Locate the word "stream" in the data below, then copy every line that holds it.

[Saved data entries]
========

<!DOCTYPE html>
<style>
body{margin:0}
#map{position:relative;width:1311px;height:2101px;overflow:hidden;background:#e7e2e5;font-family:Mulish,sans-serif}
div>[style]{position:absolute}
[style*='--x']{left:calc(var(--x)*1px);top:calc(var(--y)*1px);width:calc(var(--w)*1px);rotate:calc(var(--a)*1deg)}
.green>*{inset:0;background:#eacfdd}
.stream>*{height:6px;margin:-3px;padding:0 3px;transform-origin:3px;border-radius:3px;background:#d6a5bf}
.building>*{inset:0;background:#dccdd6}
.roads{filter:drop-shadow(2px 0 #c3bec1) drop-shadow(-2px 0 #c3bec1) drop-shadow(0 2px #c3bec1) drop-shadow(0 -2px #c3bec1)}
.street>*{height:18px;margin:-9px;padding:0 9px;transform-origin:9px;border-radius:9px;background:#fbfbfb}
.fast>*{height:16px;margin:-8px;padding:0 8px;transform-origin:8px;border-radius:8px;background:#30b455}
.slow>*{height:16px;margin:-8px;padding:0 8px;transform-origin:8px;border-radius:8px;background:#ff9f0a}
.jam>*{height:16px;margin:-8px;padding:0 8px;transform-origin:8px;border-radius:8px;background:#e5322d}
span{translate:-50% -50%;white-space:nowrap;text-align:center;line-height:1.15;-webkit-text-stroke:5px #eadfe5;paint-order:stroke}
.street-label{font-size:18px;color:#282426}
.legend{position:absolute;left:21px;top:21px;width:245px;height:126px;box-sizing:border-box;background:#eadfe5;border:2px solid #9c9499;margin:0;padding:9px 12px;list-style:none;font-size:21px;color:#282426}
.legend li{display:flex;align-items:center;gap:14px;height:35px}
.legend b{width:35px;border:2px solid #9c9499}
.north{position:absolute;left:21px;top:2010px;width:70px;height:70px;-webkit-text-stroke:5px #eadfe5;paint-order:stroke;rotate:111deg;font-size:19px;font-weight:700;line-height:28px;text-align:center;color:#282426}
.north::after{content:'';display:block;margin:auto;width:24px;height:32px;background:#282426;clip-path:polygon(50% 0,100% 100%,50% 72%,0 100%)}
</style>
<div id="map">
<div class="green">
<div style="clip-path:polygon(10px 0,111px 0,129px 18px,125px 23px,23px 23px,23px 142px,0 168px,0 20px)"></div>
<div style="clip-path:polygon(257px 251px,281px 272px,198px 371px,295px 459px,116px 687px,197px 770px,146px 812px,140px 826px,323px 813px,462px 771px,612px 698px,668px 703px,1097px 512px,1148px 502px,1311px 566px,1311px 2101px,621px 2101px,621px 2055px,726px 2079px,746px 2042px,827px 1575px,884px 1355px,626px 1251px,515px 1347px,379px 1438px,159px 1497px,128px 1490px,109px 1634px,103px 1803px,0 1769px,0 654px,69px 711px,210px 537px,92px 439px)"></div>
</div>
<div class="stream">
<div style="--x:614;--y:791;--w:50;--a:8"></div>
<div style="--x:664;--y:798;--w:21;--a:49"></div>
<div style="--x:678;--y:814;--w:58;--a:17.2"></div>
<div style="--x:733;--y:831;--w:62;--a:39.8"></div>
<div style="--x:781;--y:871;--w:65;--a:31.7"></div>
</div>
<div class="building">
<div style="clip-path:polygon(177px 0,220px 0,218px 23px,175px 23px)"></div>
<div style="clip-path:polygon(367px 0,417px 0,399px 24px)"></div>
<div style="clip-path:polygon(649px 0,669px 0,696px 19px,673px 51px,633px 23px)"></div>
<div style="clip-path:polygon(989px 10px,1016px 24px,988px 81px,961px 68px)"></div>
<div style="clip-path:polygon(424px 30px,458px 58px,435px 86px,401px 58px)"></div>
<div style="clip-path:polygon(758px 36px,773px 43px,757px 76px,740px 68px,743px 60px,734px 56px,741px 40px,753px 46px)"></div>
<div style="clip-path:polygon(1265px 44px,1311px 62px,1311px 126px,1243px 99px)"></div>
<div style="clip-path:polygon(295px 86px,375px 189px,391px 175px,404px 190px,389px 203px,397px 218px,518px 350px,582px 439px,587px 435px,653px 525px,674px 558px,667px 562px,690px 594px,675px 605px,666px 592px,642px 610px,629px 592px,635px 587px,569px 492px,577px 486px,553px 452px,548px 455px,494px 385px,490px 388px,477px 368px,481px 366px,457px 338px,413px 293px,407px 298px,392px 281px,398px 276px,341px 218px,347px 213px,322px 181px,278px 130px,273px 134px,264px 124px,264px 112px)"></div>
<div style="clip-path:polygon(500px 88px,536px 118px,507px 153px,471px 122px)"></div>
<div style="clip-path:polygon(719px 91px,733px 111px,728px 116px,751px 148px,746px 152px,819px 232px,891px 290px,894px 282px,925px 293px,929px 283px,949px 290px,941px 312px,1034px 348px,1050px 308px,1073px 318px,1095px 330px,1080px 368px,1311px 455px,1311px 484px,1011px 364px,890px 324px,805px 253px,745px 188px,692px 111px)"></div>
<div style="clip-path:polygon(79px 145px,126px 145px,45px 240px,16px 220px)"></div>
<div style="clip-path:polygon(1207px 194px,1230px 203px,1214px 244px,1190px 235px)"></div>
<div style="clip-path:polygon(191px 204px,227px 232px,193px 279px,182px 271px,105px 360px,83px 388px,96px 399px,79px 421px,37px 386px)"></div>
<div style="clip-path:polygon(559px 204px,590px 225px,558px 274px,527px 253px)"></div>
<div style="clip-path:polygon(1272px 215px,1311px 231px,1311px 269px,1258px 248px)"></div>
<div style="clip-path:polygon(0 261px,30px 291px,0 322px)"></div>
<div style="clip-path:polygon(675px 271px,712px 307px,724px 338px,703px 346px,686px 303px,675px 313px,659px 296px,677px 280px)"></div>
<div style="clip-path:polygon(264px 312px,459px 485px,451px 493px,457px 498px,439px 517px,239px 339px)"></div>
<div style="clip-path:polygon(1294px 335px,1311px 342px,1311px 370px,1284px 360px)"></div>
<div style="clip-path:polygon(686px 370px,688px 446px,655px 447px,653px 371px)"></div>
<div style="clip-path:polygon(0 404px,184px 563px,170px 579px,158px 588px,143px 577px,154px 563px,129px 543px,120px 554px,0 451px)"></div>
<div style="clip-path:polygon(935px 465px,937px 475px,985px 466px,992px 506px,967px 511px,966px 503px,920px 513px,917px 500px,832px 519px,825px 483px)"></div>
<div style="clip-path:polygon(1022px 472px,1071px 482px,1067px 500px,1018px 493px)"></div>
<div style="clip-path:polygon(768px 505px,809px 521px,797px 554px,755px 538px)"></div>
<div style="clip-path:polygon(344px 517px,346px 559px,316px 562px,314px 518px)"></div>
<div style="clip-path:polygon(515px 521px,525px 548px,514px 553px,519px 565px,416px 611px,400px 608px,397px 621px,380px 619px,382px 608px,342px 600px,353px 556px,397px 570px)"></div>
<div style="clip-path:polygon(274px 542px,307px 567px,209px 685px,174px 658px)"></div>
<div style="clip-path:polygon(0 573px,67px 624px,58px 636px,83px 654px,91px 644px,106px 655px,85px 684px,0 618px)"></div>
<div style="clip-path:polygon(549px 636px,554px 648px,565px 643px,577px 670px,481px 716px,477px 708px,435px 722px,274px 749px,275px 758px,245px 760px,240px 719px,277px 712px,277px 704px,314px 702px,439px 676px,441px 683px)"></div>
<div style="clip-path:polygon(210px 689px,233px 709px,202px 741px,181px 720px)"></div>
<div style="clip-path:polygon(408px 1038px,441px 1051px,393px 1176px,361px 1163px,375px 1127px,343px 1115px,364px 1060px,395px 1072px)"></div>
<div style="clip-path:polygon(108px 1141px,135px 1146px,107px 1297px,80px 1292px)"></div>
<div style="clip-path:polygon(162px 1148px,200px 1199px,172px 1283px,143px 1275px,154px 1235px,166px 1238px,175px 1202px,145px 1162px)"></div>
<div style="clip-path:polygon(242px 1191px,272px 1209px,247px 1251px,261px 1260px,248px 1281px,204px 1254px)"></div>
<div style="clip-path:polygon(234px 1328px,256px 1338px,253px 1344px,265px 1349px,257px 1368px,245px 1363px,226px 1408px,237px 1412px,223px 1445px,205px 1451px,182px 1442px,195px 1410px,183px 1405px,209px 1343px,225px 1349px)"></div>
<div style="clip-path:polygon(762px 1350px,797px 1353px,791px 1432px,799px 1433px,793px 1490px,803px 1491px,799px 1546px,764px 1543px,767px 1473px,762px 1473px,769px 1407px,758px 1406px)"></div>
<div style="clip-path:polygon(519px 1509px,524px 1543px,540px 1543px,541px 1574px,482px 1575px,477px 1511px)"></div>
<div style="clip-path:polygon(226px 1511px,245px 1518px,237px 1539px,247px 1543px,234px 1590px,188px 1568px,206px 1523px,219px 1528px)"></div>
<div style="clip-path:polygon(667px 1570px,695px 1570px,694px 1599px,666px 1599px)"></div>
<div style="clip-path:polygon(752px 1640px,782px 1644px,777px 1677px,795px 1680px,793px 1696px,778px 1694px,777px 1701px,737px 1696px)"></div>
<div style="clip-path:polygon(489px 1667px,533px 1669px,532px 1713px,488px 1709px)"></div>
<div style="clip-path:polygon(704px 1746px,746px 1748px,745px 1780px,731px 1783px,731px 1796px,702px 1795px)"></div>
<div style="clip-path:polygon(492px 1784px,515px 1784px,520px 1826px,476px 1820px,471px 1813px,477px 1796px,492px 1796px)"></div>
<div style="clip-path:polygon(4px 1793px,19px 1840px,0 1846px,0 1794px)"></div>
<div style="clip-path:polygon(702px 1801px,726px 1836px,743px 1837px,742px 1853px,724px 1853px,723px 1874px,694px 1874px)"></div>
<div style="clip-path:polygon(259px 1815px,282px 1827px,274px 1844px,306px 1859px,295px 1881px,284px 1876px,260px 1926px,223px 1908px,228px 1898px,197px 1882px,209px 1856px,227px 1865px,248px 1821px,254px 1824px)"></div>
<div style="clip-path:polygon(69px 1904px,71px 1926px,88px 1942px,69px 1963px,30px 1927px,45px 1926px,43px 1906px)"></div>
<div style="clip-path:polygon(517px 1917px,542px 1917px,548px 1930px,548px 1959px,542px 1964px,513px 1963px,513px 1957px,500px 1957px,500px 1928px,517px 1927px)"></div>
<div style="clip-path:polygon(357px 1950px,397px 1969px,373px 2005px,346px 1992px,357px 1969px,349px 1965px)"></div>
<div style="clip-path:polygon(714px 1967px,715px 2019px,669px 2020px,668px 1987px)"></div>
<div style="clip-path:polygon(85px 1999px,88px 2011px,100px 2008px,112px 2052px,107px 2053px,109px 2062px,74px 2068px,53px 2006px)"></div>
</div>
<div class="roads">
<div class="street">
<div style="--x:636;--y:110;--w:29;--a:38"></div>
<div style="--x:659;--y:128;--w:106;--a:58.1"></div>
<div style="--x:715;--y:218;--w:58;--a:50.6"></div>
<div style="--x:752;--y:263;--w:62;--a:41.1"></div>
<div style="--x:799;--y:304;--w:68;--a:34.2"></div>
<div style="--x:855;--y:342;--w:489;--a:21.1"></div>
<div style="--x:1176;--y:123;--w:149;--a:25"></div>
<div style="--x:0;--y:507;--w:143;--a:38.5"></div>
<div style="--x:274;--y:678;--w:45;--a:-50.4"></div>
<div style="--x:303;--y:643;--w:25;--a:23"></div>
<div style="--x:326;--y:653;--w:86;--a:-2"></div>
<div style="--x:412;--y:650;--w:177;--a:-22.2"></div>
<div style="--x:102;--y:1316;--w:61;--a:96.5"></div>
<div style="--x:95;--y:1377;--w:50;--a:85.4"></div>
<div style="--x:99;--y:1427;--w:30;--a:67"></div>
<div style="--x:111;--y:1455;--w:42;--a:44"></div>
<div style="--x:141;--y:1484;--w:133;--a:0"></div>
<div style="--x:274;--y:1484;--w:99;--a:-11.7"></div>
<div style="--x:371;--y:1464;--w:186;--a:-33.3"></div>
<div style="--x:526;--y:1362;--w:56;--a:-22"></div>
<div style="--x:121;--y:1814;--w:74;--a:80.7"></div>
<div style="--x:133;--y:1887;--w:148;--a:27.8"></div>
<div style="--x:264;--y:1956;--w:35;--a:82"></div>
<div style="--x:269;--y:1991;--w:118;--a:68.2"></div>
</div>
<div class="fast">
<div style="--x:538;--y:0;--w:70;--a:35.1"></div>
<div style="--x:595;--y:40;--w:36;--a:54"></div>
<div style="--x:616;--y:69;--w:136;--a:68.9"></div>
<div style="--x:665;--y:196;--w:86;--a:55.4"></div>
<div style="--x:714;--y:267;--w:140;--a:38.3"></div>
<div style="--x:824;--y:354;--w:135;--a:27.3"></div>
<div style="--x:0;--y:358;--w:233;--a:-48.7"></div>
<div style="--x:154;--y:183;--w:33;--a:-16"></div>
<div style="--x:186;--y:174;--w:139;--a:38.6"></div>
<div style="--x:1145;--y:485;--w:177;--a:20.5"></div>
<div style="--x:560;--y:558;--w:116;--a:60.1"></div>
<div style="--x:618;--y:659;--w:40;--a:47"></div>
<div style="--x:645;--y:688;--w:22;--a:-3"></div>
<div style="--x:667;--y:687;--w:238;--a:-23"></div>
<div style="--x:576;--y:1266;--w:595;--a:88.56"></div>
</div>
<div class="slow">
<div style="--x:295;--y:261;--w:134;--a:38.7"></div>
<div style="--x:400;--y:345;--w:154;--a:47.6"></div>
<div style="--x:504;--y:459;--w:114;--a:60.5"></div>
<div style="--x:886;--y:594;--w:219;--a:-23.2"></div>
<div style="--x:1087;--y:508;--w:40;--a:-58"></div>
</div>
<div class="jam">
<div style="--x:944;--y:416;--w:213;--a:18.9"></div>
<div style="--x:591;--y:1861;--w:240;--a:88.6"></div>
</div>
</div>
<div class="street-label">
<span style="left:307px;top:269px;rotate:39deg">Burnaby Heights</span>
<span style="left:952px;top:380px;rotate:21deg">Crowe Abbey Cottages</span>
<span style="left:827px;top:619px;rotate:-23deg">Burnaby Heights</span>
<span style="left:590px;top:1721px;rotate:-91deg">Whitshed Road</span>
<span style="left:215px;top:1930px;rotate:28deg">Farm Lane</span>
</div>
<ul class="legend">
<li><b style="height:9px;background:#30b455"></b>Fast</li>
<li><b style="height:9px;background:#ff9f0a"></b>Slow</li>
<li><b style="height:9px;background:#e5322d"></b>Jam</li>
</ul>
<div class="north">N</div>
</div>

========

TASK OUTPUT:
.stream>*{height:6px;margin:-3px;padding:0 3px;transform-origin:3px;border-radius:3px;background:#d6a5bf}
<div class="stream">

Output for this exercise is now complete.